Pike is an established part of “Trek” canon in both the original timeline and J.J. Abrams’ alternate universe — Mount will be the fourth actor to play the character, following Jeffrey Hunter and Sean Kenney in the original series and Bruce Greenwood in 2009’s “Star Trek” and “Star Trek Into Darkness.”

Pike was creator Gene Roddenberry’s original concept for the captain of the Enterprise, played by Hunter in the original filmed pilot. After that version of the first episode was rejected by NBC, Roddenberry went a different direction with William Shatner as Captain Kirk. What we know about Pike as a character in this timeline, within the official context of “Star Trek” on television, comes courtesy of “The Menagerie,” the two-part “TOS” episode which (for production reasons) reused footage from the rejected pilot to tell a nested story about one of the Enterprise’s pre-Kirk adventures.

Berg described Pike as a self-sacrificing, “valiant character who clearly forged quite a bond with a certain Vulcan we know.” So this is what matters: Pike is also the former commanding officer of one Lieutenant Spock (Leonard Nimoy), who says in “The Menagerie” that he served under Pike for 11 years. Given that Pike captained the Enterprise from at least 2254 (when the flashbacks in “The Menagerie” take place) to 2264 (when Kirk assumed command of the Enterprise), there’s very little doubt that in the year 2258, Spock is on board that ship.
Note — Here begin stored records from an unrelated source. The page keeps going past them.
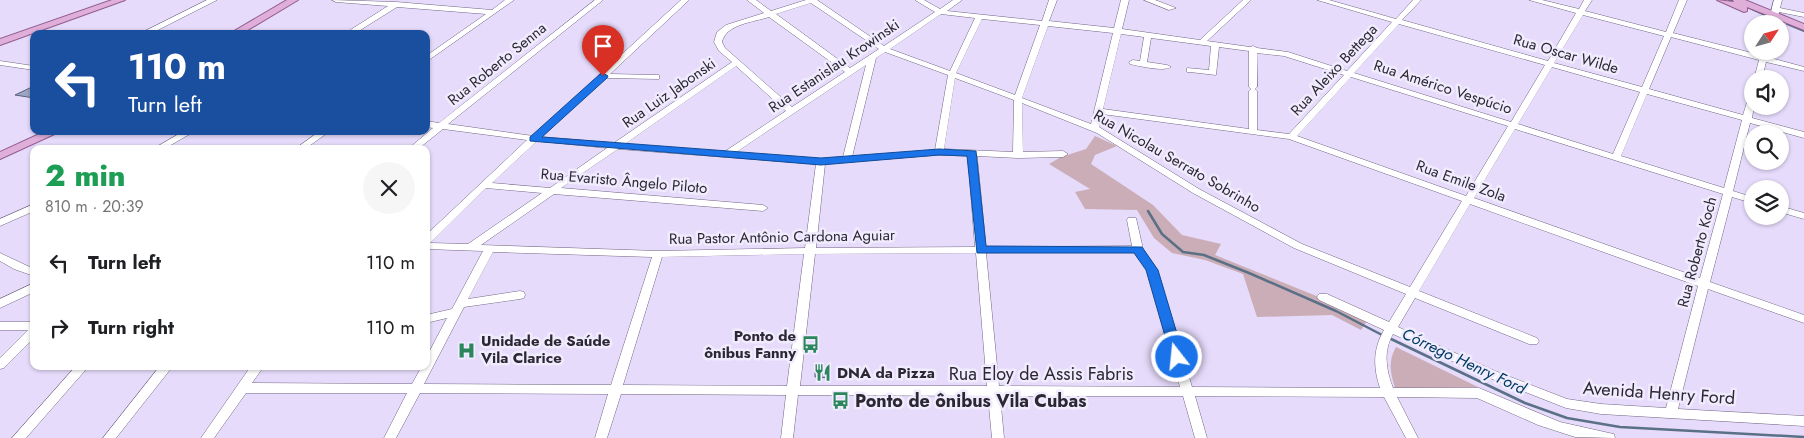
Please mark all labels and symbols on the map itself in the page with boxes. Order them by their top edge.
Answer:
street label: Rua Estanislau Krowinski [764,14,904,118]
north arrow [1744,15,1789,60]
street label: Rua Roberto Senna [443,17,551,111]
street label: Rua Aleixo Bettega [1286,19,1382,121]
pin [582,25,624,76]
street label: Rua Oscar Wilde [1511,28,1621,80]
street label: Rua Luiz Jabonski [618,53,720,133]
street label: Rua Américo Vespúcio [1371,54,1515,120]
street label: Rua Nicolau Serrato Sobrinho [1089,104,1265,218]
street label: Rua Emile Zola [1413,155,1509,207]
street label: Rua Evaristo Ângelo Piloto [540,163,708,199]
street label: Rua Roberto Koch [1672,194,1722,310]
street label: Rua Pastor Antônio Cardona Aguiar [669,224,896,250]
water label: Córrego Henry Ford [1398,322,1531,400]
place label: Ponto de ônibus Fanny [704,325,796,364]
place label: Unidade de Saúde Vila Clarice [480,330,611,369]
position arrow [1150,330,1202,382]
bus stop icon: Ponto de ônibus Fanny [800,335,820,355]
hospital icon: Unidade de Saúde Vila Clarice [457,340,477,360]
street label: Rua Eloy de Assis Fabris [949,361,1133,387]
place label: DNA da Pizza [837,362,935,384]
restaurant icon: DNA da Pizza [813,363,833,383]
street label: Avenida Henry Ford [1582,375,1736,411]
place label: Ponto de ônibus Vila Cubas [855,388,1086,414]
bus stop icon: Ponto de ônibus Vila Cubas [831,391,851,411]

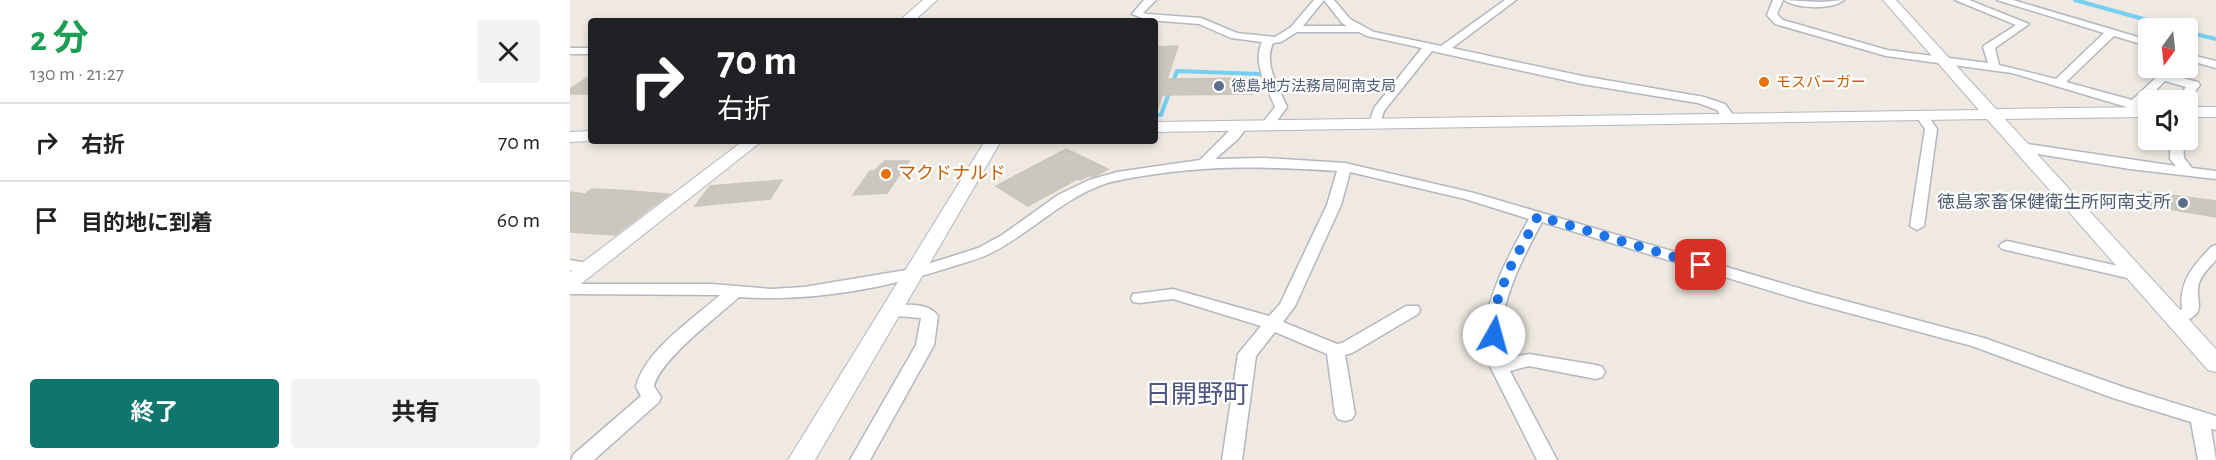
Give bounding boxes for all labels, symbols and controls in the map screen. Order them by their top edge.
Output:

Jeffrey Hunter and Sean Kenney, who played Pike in "The Menagerie."
Jeffrey Hunter and Sean Kenney, who played Pike in “Star Trek’s” “The Menagerie.”Shutterstock

Spock of course has been a presence on “Discovery” since the beginning, as it was revealed in the pilot that he and Michael Burnham (Sonequa Martin-Green) were raised together by Sarek and Amanda Grayson following the death of Burnham’s biological parents. According to available data online, Burnham was born in 2226, while Spock was born in 2230, meaning they’re four years apart in age — in 2258, Spock would be 28 years old, while Burnham is 32.

So far, “Discovery” has acknowledged the existence of Spock but avoided ever showing him on screen. It worked in Season 1, since he was serving on the Enterprise at that time, and all of Burnham’s family interactions focused on her adopted parents. But with the two ships meeting like this in the “Discovery” finale, and Pike’s casting confirmed, it’s impossible to imagine how the show might dodge a family reunion without some extreme effort.

While this might seem like an inevitability, it does come with its own share of stresses. In the “Trek” universe, Pike is an important but somewhat obscure character. Spock, meanwhile, is perhaps the franchise’s most iconic figure. However difficult it might have been to cast Pike, Spock presents a far greater challenge (especially with memories of Zachary Quinto’s own version of “young Spock” still very fresh in viewers’ minds). It’s a task we don’t envy the “Discovery” producers taking on.

Of course, there’s no official confirmation that Spock will appear in “Discovery” Season 2. But as we tried to make clear above, it’s only logical that he does.

“Star Trek: Discovery” will return to CBS All Access in 2018.